Smart Camera: This system integrates a complete image processing unit, usually including a light source and a lens, within a single casing. Compared to the computer-based system, the smart camera setup requires minimal physical space, making it easy to integrate into most factory environments. But withit comes also some downside frist it is a proprietry software and not all features that somebody might want are included, so there is a dependency and the costs of such a system are usually bigger than the first setup but the needed knowledge is smaller.
Embedded Vision Systems: Last but not least, there are also embedded vision systems, which are smaller than the other setups and cost less due to their microcontroller-based approach. The only real downside is the high integration effort.

Lightsources

The spektrum of lightsources is divers as the spreptrum of light itself. In this blog we are going to focus on LED’s because they are wiedly used in the domain of AIIP.

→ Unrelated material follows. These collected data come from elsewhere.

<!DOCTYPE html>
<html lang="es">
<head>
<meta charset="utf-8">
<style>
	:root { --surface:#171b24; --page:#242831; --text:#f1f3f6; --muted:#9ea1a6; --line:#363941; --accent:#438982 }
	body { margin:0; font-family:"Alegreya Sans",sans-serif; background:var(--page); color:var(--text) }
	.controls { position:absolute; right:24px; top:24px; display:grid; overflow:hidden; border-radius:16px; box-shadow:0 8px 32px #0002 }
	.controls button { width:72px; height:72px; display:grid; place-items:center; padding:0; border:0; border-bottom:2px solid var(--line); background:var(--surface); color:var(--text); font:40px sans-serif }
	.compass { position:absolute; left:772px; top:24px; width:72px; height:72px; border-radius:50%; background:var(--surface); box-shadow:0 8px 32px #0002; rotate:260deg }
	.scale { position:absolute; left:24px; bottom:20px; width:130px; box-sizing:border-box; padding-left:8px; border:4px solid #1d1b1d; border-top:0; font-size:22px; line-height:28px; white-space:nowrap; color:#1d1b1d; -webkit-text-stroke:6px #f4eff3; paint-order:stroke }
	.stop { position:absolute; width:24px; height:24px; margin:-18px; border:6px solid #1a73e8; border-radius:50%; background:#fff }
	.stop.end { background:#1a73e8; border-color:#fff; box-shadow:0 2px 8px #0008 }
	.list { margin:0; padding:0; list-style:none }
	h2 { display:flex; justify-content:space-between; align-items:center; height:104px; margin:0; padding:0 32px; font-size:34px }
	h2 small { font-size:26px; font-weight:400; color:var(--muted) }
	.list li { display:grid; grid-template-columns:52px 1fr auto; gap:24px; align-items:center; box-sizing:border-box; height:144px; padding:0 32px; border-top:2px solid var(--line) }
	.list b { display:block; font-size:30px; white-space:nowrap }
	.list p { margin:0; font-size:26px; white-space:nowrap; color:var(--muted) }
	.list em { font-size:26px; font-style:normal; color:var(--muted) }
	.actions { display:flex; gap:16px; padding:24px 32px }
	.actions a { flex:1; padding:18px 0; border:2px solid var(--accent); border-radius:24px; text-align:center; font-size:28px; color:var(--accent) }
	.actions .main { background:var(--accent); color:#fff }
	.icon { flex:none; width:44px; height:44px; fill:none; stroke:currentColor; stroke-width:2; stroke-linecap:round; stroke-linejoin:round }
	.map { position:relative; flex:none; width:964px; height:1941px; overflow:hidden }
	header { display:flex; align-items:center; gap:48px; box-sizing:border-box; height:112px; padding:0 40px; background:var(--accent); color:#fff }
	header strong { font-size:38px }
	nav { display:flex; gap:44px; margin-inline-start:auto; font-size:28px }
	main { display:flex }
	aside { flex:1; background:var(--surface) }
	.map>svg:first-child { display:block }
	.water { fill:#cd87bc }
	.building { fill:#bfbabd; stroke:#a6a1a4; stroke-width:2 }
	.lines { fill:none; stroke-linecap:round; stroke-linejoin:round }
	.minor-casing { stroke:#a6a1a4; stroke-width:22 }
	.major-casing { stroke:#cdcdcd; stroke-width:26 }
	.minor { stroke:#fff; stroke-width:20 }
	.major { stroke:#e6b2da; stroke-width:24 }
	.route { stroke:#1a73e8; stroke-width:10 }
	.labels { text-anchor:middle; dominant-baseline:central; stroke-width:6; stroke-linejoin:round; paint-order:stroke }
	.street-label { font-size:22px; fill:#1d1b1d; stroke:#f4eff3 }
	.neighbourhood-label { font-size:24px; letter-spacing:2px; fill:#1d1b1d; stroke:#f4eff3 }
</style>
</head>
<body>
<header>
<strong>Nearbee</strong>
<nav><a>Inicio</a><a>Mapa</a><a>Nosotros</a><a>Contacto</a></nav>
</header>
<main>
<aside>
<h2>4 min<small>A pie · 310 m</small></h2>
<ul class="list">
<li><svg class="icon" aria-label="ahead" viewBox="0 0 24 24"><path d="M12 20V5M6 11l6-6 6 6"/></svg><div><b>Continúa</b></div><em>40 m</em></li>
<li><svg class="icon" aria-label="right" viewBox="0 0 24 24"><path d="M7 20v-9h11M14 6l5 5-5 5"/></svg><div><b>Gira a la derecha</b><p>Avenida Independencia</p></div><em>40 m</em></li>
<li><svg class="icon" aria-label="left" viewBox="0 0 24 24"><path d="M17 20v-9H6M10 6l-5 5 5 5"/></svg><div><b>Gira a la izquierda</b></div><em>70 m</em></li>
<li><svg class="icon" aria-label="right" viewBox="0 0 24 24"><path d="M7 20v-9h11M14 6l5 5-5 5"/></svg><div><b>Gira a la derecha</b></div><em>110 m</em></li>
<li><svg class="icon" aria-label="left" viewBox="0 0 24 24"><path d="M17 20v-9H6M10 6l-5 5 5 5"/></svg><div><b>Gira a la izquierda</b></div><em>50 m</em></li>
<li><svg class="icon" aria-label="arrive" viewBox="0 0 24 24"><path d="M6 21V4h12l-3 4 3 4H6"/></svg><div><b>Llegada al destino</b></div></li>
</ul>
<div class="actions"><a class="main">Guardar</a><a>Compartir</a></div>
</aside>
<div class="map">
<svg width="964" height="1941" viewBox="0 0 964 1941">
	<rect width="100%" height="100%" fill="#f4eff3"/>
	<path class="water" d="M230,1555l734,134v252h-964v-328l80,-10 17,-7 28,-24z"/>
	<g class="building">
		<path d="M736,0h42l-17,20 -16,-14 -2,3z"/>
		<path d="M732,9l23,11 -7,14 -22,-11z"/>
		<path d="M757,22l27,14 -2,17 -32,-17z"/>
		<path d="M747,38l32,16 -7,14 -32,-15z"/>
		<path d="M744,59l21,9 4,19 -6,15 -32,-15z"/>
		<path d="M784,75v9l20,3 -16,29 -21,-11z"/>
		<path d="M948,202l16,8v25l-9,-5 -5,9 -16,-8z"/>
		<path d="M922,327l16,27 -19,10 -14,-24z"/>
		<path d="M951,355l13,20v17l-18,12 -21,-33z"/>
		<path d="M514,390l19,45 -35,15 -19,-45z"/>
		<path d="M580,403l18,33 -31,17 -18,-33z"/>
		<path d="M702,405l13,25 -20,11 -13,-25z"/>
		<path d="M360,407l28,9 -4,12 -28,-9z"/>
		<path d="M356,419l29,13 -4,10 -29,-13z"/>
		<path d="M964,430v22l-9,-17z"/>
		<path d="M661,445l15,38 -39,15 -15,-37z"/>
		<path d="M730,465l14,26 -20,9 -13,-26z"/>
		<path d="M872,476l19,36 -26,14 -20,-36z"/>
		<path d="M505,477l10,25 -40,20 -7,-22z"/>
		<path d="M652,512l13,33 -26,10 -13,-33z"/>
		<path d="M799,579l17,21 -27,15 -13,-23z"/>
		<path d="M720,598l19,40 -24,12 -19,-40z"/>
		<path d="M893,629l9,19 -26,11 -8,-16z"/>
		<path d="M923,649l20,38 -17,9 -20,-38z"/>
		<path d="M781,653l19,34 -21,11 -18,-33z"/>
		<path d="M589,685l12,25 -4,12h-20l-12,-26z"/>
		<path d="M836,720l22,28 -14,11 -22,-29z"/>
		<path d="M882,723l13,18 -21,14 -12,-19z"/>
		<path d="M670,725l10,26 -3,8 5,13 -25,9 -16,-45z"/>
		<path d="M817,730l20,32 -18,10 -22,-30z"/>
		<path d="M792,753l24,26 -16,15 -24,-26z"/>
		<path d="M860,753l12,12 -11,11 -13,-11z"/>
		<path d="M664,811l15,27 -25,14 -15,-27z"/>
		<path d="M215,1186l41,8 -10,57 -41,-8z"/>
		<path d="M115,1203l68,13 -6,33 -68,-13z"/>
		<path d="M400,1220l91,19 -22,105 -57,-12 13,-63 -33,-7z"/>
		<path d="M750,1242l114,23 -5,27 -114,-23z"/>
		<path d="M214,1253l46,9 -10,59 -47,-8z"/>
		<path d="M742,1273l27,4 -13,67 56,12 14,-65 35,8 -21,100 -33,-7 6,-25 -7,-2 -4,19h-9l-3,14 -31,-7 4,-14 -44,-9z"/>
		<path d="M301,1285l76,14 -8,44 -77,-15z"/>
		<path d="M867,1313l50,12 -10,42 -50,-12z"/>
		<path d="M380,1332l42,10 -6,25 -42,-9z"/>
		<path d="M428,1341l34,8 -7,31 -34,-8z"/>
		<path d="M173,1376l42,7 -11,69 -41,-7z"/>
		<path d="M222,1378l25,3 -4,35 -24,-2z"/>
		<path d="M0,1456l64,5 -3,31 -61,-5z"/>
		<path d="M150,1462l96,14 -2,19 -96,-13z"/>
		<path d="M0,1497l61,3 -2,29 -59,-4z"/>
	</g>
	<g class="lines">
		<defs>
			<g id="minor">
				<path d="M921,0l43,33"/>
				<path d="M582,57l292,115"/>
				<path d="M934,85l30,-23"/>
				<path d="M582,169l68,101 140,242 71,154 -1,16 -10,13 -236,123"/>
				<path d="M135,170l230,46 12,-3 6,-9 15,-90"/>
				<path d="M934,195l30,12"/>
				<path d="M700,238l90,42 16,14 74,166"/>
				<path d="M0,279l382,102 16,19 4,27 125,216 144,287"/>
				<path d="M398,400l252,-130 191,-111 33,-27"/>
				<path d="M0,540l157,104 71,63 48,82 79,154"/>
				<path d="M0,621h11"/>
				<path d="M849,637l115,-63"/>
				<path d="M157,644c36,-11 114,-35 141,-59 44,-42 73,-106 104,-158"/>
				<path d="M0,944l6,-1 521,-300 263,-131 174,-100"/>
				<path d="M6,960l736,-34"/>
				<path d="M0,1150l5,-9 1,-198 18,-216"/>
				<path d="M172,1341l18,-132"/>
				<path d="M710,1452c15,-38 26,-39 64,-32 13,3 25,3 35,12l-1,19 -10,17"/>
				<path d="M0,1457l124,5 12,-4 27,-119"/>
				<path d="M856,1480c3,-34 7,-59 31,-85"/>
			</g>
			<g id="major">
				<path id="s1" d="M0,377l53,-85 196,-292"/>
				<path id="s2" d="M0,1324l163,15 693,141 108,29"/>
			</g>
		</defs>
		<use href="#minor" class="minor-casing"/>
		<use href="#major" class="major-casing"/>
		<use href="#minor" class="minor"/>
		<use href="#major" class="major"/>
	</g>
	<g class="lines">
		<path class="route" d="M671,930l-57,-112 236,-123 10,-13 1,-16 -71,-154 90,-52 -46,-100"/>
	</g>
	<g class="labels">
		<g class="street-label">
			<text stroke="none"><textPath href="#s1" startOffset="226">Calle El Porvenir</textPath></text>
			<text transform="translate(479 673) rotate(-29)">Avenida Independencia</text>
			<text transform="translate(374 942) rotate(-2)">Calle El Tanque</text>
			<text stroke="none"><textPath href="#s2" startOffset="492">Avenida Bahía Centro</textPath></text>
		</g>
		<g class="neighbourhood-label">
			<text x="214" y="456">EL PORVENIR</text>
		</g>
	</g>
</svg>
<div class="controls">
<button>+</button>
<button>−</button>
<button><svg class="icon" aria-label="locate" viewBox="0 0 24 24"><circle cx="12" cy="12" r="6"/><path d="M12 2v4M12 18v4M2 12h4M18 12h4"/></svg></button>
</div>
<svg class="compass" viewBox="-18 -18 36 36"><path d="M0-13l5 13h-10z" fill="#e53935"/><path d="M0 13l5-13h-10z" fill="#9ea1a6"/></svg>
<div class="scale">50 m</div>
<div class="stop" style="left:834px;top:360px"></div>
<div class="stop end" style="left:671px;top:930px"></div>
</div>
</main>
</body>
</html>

Enviromental light is a disturbance for image capturing

Light Emitting Diode

tldr; creating light in different colors through electron-hole-combinations. Band gap of the semiconductor $\to$ wavelength $\to$ colour of light.

\[E_{g}=hf=\frac{hc}{\lambda}\]

$\to$

\[\lambda = \frac{hc}{E_{g}}\]

band gaps for different elements

For a deeper dive into LED’s look here.

Light Guidance

A right light direction is essential for to get a clear information from the extracted features.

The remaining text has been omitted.